ASSIGNMENT.
The lines to return are those below that contain the word "Emmendoerfer".

Stored data entries:
★ ★ ★

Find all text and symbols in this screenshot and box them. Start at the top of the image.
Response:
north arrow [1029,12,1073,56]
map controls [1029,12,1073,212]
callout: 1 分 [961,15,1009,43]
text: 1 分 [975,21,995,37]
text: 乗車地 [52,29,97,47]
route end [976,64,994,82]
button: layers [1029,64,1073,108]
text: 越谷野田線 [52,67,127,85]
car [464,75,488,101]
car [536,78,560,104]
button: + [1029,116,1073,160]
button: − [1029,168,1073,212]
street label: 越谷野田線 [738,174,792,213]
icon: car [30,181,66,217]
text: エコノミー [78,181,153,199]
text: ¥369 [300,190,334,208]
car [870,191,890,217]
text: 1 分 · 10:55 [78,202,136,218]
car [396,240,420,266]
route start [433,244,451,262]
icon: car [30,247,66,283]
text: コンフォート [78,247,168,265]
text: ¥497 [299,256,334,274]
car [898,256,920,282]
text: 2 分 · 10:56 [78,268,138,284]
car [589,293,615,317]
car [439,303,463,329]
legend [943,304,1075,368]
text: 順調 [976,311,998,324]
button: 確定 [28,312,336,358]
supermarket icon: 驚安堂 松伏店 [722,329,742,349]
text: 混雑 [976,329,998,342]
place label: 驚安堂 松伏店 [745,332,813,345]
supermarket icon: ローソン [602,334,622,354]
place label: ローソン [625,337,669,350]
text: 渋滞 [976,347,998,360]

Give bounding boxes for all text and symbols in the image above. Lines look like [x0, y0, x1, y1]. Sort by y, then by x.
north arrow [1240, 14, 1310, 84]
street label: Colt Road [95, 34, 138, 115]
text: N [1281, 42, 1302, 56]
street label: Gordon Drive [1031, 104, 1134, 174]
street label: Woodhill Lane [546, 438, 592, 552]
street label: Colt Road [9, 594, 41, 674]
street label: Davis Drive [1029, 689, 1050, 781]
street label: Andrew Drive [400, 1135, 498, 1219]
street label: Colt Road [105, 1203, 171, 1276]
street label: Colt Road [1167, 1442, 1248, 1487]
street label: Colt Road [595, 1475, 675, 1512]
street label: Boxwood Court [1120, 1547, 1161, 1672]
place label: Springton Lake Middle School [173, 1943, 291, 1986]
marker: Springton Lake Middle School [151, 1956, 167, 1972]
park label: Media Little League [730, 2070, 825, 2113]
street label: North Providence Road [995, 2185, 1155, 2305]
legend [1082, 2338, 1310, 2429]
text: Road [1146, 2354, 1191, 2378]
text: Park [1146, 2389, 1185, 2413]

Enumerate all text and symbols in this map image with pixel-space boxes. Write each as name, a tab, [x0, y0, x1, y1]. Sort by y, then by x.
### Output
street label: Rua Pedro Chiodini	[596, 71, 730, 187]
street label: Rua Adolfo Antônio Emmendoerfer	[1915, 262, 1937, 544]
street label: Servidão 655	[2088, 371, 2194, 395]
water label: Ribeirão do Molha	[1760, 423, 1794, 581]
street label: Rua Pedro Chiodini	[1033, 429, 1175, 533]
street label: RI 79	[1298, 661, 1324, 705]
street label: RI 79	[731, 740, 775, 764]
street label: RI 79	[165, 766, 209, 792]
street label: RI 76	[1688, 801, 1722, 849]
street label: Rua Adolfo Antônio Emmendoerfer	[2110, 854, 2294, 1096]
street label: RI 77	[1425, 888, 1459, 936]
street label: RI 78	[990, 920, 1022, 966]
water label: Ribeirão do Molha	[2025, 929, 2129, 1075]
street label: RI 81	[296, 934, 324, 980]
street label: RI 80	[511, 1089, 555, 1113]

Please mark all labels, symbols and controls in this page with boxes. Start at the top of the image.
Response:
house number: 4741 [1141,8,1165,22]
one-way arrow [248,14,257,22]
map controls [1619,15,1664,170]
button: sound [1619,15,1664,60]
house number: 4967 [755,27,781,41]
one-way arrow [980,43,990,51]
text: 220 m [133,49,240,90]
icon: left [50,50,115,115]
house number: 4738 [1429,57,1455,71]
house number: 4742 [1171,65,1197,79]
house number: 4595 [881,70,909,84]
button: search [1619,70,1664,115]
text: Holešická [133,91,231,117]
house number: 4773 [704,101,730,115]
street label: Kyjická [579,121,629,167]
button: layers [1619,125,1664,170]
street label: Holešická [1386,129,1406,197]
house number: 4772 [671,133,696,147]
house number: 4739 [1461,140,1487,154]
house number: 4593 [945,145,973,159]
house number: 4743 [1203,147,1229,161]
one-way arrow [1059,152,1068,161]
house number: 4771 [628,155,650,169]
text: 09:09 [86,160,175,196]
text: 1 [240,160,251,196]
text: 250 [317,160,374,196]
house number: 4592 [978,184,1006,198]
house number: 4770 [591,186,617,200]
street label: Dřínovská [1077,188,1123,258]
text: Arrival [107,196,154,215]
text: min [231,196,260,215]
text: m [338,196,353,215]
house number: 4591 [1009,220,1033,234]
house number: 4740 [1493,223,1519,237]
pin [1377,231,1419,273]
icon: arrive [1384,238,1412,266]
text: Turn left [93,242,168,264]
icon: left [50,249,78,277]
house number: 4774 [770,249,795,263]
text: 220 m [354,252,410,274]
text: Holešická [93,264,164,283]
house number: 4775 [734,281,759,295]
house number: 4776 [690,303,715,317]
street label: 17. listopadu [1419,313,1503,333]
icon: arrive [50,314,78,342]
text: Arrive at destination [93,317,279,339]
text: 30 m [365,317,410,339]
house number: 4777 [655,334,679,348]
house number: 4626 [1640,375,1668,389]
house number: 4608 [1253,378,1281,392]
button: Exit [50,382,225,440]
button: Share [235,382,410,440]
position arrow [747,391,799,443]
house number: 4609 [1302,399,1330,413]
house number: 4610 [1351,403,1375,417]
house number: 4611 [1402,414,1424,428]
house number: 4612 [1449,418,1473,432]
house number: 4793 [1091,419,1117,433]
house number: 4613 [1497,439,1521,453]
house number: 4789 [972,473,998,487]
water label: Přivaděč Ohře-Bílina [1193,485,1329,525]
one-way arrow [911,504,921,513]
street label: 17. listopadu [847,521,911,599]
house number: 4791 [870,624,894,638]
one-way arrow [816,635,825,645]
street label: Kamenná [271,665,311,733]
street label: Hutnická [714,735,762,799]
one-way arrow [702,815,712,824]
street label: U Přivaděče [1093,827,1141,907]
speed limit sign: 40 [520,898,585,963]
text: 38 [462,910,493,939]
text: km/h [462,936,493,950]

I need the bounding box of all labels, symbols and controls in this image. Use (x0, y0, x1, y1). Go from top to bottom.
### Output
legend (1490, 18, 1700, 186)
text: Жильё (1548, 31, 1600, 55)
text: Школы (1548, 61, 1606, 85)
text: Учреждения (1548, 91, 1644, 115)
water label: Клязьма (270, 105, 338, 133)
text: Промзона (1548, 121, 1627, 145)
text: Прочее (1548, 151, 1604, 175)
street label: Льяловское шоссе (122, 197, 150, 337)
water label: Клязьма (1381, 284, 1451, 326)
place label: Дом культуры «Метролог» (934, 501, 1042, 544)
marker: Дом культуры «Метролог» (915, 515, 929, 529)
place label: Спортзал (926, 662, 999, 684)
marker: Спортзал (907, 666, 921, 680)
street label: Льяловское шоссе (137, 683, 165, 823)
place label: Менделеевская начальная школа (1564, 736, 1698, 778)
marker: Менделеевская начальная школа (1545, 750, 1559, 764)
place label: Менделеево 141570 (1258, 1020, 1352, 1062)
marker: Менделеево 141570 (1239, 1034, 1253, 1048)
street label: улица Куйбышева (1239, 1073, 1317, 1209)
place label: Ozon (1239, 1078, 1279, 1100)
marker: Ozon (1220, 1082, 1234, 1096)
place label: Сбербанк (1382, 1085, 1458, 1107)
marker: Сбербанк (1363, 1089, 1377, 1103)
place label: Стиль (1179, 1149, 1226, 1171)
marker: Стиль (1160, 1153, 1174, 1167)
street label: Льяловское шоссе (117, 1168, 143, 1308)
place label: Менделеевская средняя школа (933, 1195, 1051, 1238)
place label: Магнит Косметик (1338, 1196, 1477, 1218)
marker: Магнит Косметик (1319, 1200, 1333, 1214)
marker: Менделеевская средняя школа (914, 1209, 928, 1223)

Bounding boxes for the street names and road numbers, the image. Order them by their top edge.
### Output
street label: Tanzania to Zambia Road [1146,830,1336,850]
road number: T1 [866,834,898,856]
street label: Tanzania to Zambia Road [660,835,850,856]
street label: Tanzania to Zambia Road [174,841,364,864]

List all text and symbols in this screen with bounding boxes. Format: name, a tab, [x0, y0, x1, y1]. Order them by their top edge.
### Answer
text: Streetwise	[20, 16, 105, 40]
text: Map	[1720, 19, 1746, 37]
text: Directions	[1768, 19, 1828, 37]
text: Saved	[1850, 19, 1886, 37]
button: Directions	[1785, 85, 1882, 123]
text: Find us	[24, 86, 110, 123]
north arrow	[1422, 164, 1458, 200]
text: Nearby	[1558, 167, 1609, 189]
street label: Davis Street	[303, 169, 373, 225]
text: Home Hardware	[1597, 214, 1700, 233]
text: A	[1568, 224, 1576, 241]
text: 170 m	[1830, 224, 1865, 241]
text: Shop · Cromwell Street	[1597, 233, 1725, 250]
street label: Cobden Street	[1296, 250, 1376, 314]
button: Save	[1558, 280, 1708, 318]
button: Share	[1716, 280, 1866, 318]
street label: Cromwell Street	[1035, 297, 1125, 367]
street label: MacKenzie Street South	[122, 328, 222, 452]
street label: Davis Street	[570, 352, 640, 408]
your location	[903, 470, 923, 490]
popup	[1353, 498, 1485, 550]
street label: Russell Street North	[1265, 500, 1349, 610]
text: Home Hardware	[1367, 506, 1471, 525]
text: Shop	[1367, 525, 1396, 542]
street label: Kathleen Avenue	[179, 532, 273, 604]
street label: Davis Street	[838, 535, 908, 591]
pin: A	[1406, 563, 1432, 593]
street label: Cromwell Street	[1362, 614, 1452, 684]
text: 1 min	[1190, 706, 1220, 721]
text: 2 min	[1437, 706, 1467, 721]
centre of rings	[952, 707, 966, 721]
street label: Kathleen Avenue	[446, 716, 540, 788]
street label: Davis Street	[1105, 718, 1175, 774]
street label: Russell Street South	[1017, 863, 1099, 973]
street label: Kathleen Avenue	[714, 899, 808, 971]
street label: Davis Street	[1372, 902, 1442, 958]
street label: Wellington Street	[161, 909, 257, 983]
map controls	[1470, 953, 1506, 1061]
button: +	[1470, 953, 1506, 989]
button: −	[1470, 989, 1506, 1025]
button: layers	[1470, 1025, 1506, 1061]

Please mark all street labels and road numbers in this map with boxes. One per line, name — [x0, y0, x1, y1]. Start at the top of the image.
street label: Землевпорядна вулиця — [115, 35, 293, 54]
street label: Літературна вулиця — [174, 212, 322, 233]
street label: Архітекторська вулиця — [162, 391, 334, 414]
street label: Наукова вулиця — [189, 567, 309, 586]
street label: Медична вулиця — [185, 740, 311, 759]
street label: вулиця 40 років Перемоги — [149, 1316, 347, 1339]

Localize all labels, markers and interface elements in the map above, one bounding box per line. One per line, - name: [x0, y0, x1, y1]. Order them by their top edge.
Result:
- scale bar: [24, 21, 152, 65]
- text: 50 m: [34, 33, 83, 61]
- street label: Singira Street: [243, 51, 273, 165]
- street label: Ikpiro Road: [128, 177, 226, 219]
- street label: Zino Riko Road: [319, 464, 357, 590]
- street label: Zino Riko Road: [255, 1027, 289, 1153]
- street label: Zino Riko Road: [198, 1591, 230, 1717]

★ ★ ★

PROBLEM SOLUTION.
street label: Rua Adolfo Antônio Emmendoerfer	[1915, 262, 1937, 544]
street label: Rua Adolfo Antônio Emmendoerfer	[2110, 854, 2294, 1096]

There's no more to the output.